During a medication check with Dr. McGorrian on November 19, 2007, Plaintiff reported that she had had a terrible month due to verbal abuse by her boss at the convenience store job. Plaintiff also reported that the new medications had “made absolutely no difference,” ... “if anything she is worse.” Plaintiff was tearful and the lesions on her legs were no better. Dr. McGorrian recommended that Plaintiff pursue a new job and made several adjustments to her medications. (R. 275).

Plaintiff was seen by Dr. Mercurio for a follow-up visit on December 12, 2007. Plaintiff reported increased insomnia, anxiety and depression, and she had blisters on her right thigh. (R. 233–36).

By the time of her medication check with Dr. McGorrian on February 7, 2008, Plaintiff had changed jobs and she was assisting in the care of her niece due to her sister's incarceration. Plaintiff reported significant improvement on her adjusted medication regimen; however, she had allowed her prescriptions to run out, apparently due to a lack of insurance. Dr. McGorrian reported that Plaintiff was more obese, very tearful and quite depressed. An examination of Plaintiff's legs revealed no open wounds, but a significant number of healing bruises and discolored areas. Plaintiff was given samples of medication and referred to patient assistance for medications. (R. 274).

During a follow-up visit with Dr. Mercurio on March 13, 2008, Plaintiff presented with cellulitis and an abscess on her right leg. The doctor noted that Plaintiff seemed to begin picking her leg again after the Klonopin was discontinued, and he described this condition as “acute progressing.” Plaintiff also reported “[a] lot of fatigue” due to insomnia, as well as back pain. Dr. Mercurio prescribed Klonopin and Bactroban ointment for Plaintiff. (R. 229–32).

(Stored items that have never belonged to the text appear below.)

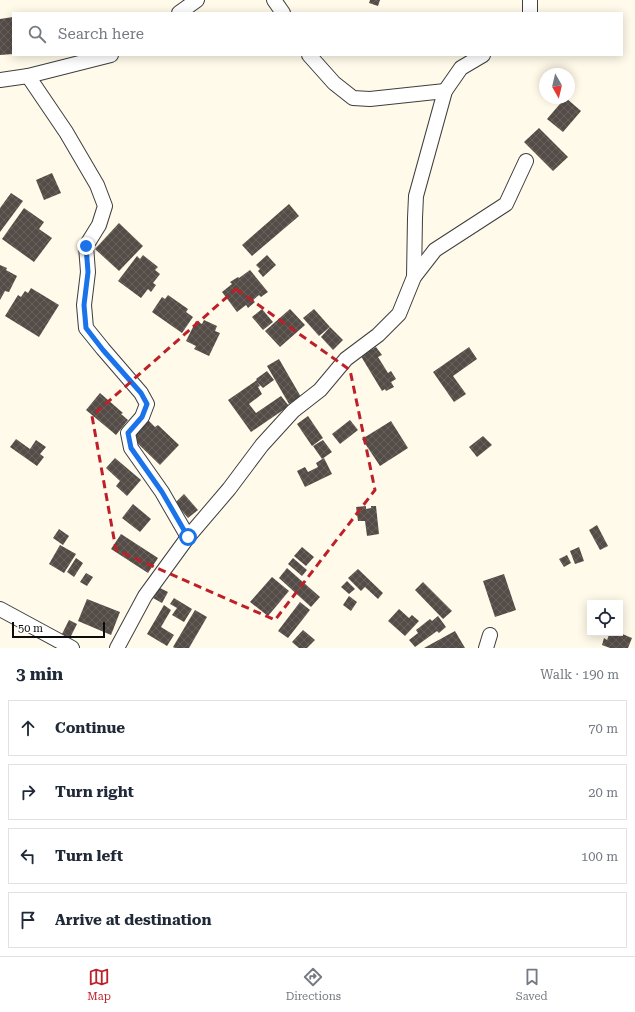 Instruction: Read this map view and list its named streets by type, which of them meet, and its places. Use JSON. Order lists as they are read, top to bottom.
{
  "scale_bar": "50 m",
  "north": "bottom",
  "page": {
    "search": "Search here",
    "scale": "50 m",
    "heading": ["3 min", "Walk · 190 m"],
    "list": [
      ["Continue", "70 m"],
      ["Turn right", "20 m"],
      ["Turn left", "100 m"],
      "Arrive at destination"
    ],
    "nav": ["Map", "Directions", "Saved"]
  }
}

During a medication check with Dr. McGorrian on May 1, 2008, Plaintiff reported that she was working at McDonald's and that her supervisor was very nice and made accommodations for her when she was feeling stressed. Plaintiff also reported increased mutilation of her leg due to the stress of the job transition and increased difficulty sleeping. Dr. McGorrian's examination of Plaintiff's right leg showed “a number of prior bruised and scarred areas that [looked] gouged and scabbed.” Dr. McGorrian adjusted Plaintiff's medications “in the hopes we can control her self-mutilation.” (R. 273).

Plaintiff was seen by Dr. Mercurio for a follow-up visit on May 12, 2008. She reported continued picking of the right leg, which had scabs and sores. Plaintiff's diagnoses were cellulitis, insomnia and fatigue. (R. 224–27).

During a medication check on June 2, 2008, Dr. McGorrian noted that Plaintiff was being seen on an “urgent” basis at her mother's request because Plaintiff's gouging of her legs had increased since she started working at McDonald's and Dr. Mercurio recommended that she stop working. Plaintiff reported that she wanted to work and had always worked, but that the stresses at work and the feelings she gets around other people increase the chance that she will harm herself. Despite taking all of her prescribed medications, Dr. McGorrian noted that Plaintiff was tearful and her lip was quivering during the appointment. Plaintiff's lower legs were marked, bruised and gouged with some areas of fresh bleeding. In addition, Plaintiff's abdomen had multiple areas that she had gouged. Dr. McGorrian noted that Plaintiff's illness was “more active” and had not responded to current treatments. Dr. McGorrian prescribed new medication for Plaintiff and considered LTSR (Long Term Structured Residence) if Plaintiff's self-harm continued at a high pace. (R. 272).

Plaintiff saw Dr. Mercurio for a follow-up visit on August 11, 2008. Her physical examination revealed sores on both legs and her abdomen. Dr. Mercurio described Plaintiff's history as follows: “Disabled, permanently, due to depression, self inflicting wounds, high cholesterol, wt. problems, can't walk or stand for very long, knee pain, trouble getting up and down. L. knee is worse. Has severe GAD.” Plaintiff was instructed to continue her then current medications and she was prescribed Bactroban ointment for her leg sores. (R. 331–34).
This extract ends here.